Exercise goal
Reproduce exactly the lines from the start of the records through the line containing "display:grid; place-items:center; width:50px;", both included. Leave the pictures out.

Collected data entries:
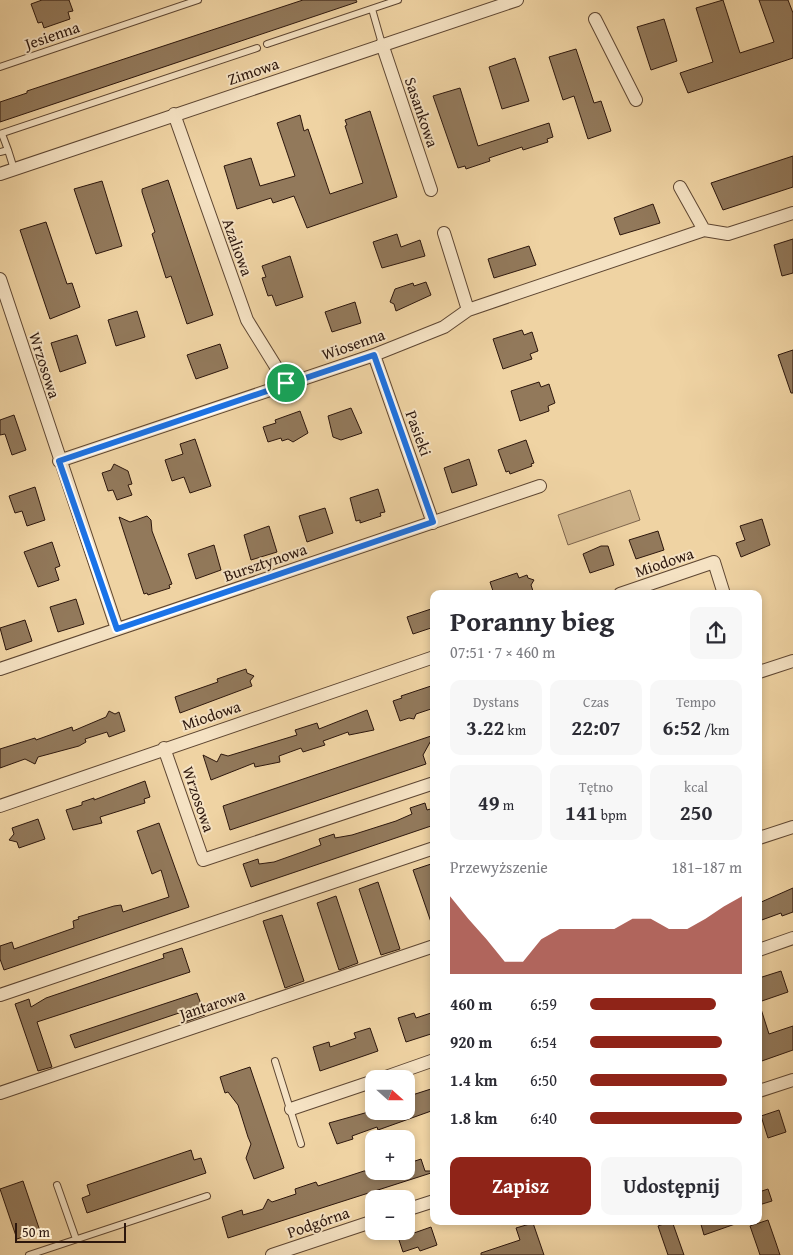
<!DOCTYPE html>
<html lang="pl">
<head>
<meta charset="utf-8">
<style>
  :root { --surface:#fff; --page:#f7f7f7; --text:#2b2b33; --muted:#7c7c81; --accent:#8f2418 }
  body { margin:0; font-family:"Gentium Book Plus",serif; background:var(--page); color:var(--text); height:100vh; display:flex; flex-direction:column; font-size:19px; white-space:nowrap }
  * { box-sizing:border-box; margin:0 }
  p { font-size:16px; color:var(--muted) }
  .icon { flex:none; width:28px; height:28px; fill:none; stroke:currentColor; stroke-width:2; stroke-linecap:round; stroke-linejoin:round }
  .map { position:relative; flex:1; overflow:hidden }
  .panel { position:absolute; left:430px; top:590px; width:332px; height:635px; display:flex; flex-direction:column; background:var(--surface); border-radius:10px; box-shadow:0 2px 8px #0003 }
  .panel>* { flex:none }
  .needle { width:32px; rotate:111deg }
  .buttons { position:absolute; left:365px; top:1070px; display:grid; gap:10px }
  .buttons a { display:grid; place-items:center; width:50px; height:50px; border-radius:10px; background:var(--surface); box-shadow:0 2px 8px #0003; font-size:25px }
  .scale { position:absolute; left:15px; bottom:12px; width:111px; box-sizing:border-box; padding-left:5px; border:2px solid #2d170d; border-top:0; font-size:14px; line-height:18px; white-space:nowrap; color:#2d170d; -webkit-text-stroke:4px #f5e2c3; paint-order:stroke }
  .pin { position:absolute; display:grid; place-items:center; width:42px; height:42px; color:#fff; margin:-21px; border:2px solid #fff; border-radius:50%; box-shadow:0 1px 5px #0007 }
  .round { display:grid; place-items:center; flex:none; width:52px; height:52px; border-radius:10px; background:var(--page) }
  .summary { display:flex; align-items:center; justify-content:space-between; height:85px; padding:0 20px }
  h1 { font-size:28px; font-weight:700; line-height:38px }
  .figures { display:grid; grid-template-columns:repeat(3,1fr); gap:8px; height:85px; padding:5px 20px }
  .figures div { display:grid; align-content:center; border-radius:10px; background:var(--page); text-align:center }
  .figures b { font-size:21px; font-weight:700 }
  .figures small { font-size:14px; font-weight:400 }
  .figures p { font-size:14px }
  .chart { height:140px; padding:10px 20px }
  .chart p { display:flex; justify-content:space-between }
  .chart svg { width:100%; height:90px; margin-top:5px; fill:var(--accent); opacity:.7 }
  .cta { display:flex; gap:10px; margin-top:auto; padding:10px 20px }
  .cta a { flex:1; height:58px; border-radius:10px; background:var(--accent); color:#fff; font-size:20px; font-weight:700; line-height:58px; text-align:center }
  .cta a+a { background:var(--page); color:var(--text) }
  ul { padding:0 20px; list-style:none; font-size:16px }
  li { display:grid; grid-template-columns:80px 60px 1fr; align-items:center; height:38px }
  li i { height:12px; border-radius:6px; background:var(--accent) }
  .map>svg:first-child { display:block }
</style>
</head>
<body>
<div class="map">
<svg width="793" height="1255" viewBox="0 0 793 1255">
  <rect width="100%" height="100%" fill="#efd3a3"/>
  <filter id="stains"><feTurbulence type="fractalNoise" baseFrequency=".004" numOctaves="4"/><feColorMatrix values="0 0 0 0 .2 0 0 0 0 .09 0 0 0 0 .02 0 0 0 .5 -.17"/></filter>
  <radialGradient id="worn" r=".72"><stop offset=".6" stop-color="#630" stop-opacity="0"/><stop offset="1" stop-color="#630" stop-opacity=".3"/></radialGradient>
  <path fill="#ceb38a" stroke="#7e654c" d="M630 490 640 520 568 545 558 515Z"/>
  <path fill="#92795b" stroke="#2d170d" d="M42 0H69L73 11 68 12 70 19 44 28 42 22 38 23 31 4Z
    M303 0H356L357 2 0 122V102L27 93V91Z
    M723 0 740 53 774 42 759 0H788L793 13V58L688 93 680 73 713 62 696 8Z
    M664 19 677 61 651 70 637 27Z
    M576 49 594 103 601 101 611 131 588 139 574 96 563 100 549 57Z
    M515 58 529 101 502 109 489 67Z
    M460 88 478 146 549 123 553 137 547 139 548 142 523 150 522 147 489 158 490 161 466 169 465 166 458 168 433 96Z
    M370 111 397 197 307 228 294 196 273 203 271 198 237 209 224 166 251 158 260 186 295 176 277 123 300 115 304 131 308 129 330 194 363 183 345 126 347 125 345 120Z
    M793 156V187L723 210 711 183Z
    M168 180 213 315 187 324 171 276 166 278 152 234 155 232 142 192V189Z
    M102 181 122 246 96 254 74 189Z
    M653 204 660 223 620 235 614 218Z
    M46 222 67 284 72 283 80 307 50 319 20 230Z
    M397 234 401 247 420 240 425 256 382 268 373 242Z
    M793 239V273L782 276 774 245Z
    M529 246 536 265 494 278 488 259Z
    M290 256 303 297 276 306 272 295 268 296 262 278 266 277 262 266Z
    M426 282 431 295 396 311 394 304 390 302 395 289 413 283 414 286Z
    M355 302 361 323 332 332 325 312Z
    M137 311 145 337 116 346 108 320Z
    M522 330 524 335 532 332 538 351 530 354 532 359 503 369 493 339Z
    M77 335 86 363 60 372 51 343Z
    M220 344 228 368 196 379 187 355Z
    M793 350V393H791L778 355Z
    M539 382 541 387 549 384 555 403 548 406 549 411 520 421 511 391Z
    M351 408 362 433 341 440 333 437 328 416Z
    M300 411 308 433 293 442 288 439 282 441 281 438 268 442 263 427 276 423 275 420Z
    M14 415 26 450 12 455 5 434 0 435V420Z
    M195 439 211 486 190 493 184 477 172 481 165 460 183 454 180 444Z
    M526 440 534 463 531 464 532 466 510 474 509 471 506 472 498 450Z
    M469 459 477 485 452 493 444 468Z
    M114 464 128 471 132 484 128 485 132 495 117 500 113 490 108 491 102 473 111 470Z
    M35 487 45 520 27 526 22 511 15 513 9 496Z
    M378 489 385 512 380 513 381 516 360 523V520L356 521 350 498Z
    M325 508 333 533 307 542 299 516Z
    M147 516 151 520 152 531 172 584 169 585 170 588 148 595 147 593 144 594 119 517 130 522Z
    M762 519 770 545 741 557 736 543 745 540 740 526Z
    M269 526 277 552 251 560 244 535Z
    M658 531 664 550 636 559 629 540Z
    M52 542 60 566 55 568 59 580 38 587 24 552Z
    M214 545 221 570 196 579 188 554Z
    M601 546H608L614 565 590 573 583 554Z
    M517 573 519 578 527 575 528 578 534 580 531 585 534 594H494L490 582Z
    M76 599 84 624 58 632 50 607Z
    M431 609 434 627 413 634 407 617Z
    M25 620 32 641 6 650 0 628Z
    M246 669 247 673 254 676 250 681 252 686 180 713 175 697 218 682 217 679Z
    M434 685V708L416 714 414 719 409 718 400 721 393 701 402 698 401 696Z
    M367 710 374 730 349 735 348 732 323 741 325 745 303 752 301 748 279 756 280 762 255 767 254 763 211 780 203 755 217 762 221 754 228 756 297 735 295 730 317 723 319 729Z
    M109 711 115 714 119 712 125 731 109 737 107 732 85 739 86 742 79 746 38 757 35 764 25 759 0 768V749L35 738 36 740 72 727 73 731 106 717Z
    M434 735 423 755 426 764 230 830 223 806Z
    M145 781 150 797 144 799 145 803 100 817 102 823 73 830 66 810 82 805V802L94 798V800Z
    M425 803 427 810 434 808V825L251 887 243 864 258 859 259 864 274 862 305 851 321 845 319 839 334 834 335 838 352 835 396 821 412 814 410 808Z
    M38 819 45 839 19 848 17 842 9 840 14 834 12 828Z
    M159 823 189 907 4 970 0 959V946L12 942 14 949 74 928 73 921 79 919 78 917 114 906 121 905 123 912 169 897 161 870 152 874 137 831Z
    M434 863V925H432L413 870Z
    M378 882 400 949 381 955 359 889Z
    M793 888V912L782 916 781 913 759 921V903Z
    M336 896 358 963 339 970 317 903Z
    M282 915 304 981 285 988 263 921Z
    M182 948 190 972 37 1022 52 1067 38 1071 15 1004 29 999 31 1007 46 998 164 958 163 954Z
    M781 971 788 992 759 1002V978Z
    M197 993 205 1015 185 1022 182 1012 75 1048 70 1035Z
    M761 1009 769 1034 793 1026V1050L759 1062V1010Z
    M434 1012V1033L406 1042 398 1018 414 1013 416 1018Z
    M370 1028 378 1051 320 1071 313 1047 329 1042 330 1047 356 1038 354 1033Z
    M250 1067 284 1168 254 1179 246 1158 251 1144 248 1137 238 1105 228 1092 225 1093 220 1077Z
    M434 1088V1110L378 1130 377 1127 352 1136 353 1139 337 1144 329 1123 372 1111H406V1097Z
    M779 1110 786 1132 768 1138 761 1116Z
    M191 1150 194 1160 201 1158 206 1173 87 1213 82 1198 90 1195 87 1185Z
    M421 1159 425 1171H431V1173L228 1238 222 1217 242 1210 243 1215 263 1209 268 1199 272 1202 296 1194 295 1189 316 1182 318 1186 364 1171H406V1164Z
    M23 1181 40 1231 17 1239 0 1189Z
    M768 1189 772 1201 759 1205V1192Z
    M768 1220 776 1243 780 1255H760L758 1249 750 1226Z
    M672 1221 684 1255H668L658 1226Z
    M700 1221H738V1223L704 1235Z
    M533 1223 544 1255H481V1253L520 1240 516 1228Z
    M431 1227 437 1245 420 1251 418 1247 403 1252 397 1234 412 1229 414 1233Z"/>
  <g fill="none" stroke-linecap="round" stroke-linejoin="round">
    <g stroke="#5e4632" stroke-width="8">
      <path id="lane" d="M372 9 382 44
        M267 44 398 0
        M0 67 198 0
        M0 134 257 48
        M2 134 8 150
        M0 152 8 150 14 169
        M275 1061 301 1144
        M57 1185 76 1239
        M29 1255 207 1196"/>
    </g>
    <g stroke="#5e4632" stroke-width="14">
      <path id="street" d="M595 19 636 100
        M382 44 431 190
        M174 114 247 320 286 383
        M0 174 517 0
        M680 187 704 230
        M444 233 468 310
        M0 279 117 629
        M374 355 433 523
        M59 461 374 355 444 327 468 310 704 230 728 234 793 213
        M620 594 714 562 724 594
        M0 669 540 486
        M759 672 793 661
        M164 748 203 860 434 783
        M0 806 434 657
        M759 838 793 827
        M759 950 793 938
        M0 995 434 848
        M380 1079 434 1060
        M759 1091 793 1080
        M0 1093 434 946
        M291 1109 374 1081
        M406 1210 434 1201
        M272 1255 374 1221"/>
    </g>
    <use href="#lane" stroke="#f5e2c3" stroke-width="6"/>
    <use href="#street" stroke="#f5e2c3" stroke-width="12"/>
  </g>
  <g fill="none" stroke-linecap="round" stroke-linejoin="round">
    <g stroke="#fff" stroke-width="10">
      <path id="route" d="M374 355 433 522 117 629 59 461Z"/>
    </g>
    <use href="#route" stroke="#1a73e8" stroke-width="6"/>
  </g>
  <g text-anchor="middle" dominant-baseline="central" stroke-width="4" stroke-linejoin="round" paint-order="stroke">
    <g font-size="16" fill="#2d170d" stroke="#f5e2c3">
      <text transform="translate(52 35) rotate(-19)">Jesienna</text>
      <text transform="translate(253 71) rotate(-19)">Zimowa</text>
      <text transform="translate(422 112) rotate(71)">Sasankowa</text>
      <text transform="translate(238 247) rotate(70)">Azaliowa</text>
      <text transform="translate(353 344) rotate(-19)">Wiosenna</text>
      <text transform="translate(45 365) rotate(72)">Wrzosowa</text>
      <text transform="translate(419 433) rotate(70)">Pasieki</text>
      <text transform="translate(265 562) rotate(-19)">Bursztynowa</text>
      <text transform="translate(664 562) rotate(-19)">Miodowa</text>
      <text transform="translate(211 715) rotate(-19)">Miodowa</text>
      <text transform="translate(199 799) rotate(71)">Wrzosowa</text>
      <text transform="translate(212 1004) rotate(-18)">Jantarowa</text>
      <text transform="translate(318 1222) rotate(-19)">Podgórna</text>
    </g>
  </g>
  <rect width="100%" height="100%" filter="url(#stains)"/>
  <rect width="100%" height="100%" fill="url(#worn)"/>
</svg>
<div class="buttons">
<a><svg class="needle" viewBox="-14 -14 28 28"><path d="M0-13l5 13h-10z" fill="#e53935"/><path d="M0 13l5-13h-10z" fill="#7c7c81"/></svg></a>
<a>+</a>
<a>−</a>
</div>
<div class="scale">50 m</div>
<div class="pin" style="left:286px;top:383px;background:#1e9e55"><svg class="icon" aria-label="arrive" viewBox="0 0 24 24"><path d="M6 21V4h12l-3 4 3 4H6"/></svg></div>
<section class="panel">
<div class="summary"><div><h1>Poranny bieg</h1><p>07:51 · 7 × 460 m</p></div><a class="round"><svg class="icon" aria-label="share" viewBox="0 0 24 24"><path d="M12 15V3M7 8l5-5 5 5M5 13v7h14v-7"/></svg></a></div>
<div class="figures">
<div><p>Dystans</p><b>3.22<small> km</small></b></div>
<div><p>Czas</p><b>22:07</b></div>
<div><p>Tempo</p><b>6:52<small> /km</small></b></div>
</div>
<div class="figures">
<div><b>49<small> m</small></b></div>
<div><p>Tętno</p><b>141<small> bpm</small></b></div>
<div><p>kcal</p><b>250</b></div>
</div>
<div class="chart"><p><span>Przewyższenie</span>181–187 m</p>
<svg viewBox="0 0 160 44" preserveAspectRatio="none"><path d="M0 44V6L10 17L20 27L30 38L40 38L50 27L60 22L70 22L80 22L90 22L100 17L110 17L120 22L130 22L140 17L150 11L160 6V44z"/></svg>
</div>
<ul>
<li><b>460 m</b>6:59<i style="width:83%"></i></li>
<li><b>920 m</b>6:54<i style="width:87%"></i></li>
<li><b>1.4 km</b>6:50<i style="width:90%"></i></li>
<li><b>1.8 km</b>6:40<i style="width:100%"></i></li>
</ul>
<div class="cta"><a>Zapisz</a><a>Udostępnij</a></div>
</section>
</div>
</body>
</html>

Finished task
<!DOCTYPE html>
<html lang="pl">
<head>
<meta charset="utf-8">
<style>
  :root { --surface:#fff; --page:#f7f7f7; --text:#2b2b33; --muted:#7c7c81; --accent:#8f2418 }
  body { margin:0; font-family:"Gentium Book Plus",serif; background:var(--page); color:var(--text); height:100vh; display:flex; flex-direction:column; font-size:19px; white-space:nowrap }
  * { box-sizing:border-box; margin:0 }
  p { font-size:16px; color:var(--muted) }
  .icon { flex:none; width:28px; height:28px; fill:none; stroke:currentColor; stroke-width:2; stroke-linecap:round; stroke-linejoin:round }
  .map { position:relative; flex:1; overflow:hidden }
  .panel { position:absolute; left:430px; top:590px; width:332px; height:635px; display:flex; flex-direction:column; background:var(--surface); border-radius:10px; box-shadow:0 2px 8px #0003 }
  .panel>* { flex:none }
  .needle { width:32px; rotate:111deg }
  .buttons { position:absolute; left:365px; top:1070px; display:grid; gap:10px }
  .buttons a { display:grid; place-items:center; width:50px; height:50px; border-radius:10px; background:var(--surface); box-shadow:0 2px 8px #0003; font-size:25px }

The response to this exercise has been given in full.